Could you print the lines below exactly, from the one holding "Instruction: Transcribe the" through the last line, with no other output?

*** DATA SEGMENT Section Begins ***

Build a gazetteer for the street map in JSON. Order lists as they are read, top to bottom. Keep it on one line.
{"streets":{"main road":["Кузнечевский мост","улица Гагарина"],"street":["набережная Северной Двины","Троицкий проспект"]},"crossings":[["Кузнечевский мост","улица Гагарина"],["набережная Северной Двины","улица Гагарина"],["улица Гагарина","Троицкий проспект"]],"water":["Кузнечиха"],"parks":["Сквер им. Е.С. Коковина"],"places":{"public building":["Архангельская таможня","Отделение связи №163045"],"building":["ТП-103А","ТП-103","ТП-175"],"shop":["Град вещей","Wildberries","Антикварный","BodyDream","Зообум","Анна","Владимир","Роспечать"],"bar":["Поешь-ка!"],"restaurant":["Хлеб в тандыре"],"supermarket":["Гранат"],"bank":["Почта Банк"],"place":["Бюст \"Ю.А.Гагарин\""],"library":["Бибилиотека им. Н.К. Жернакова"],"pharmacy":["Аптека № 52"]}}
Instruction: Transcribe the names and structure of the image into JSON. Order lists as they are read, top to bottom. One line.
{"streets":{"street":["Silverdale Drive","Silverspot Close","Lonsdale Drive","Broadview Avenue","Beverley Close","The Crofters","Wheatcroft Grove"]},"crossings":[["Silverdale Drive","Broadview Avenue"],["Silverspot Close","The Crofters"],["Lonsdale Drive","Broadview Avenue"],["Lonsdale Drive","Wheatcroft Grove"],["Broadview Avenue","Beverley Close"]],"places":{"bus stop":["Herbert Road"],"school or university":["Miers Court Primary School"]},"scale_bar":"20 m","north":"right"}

*** DATA SEGMENT Section Ends ***

## RESPONSE BELOW
Instruction: Transcribe the names and structure of the image into JSON. Order lists as they are read, top to bottom. One line.
{"streets":{"street":["Silverdale Drive","Silverspot Close","Lonsdale Drive","Broadview Avenue","Beverley Close","The Crofters","Wheatcroft Grove"]},"crossings":[["Silverdale Drive","Broadview Avenue"],["Silverspot Close","The Crofters"],["Lonsdale Drive","Broadview Avenue"],["Lonsdale Drive","Wheatcroft Grove"],["Broadview Avenue","Beverley Close"]],"places":{"bus stop":["Herbert Road"],"school or university":["Miers Court Primary School"]},"scale_bar":"20 m","north":"right"}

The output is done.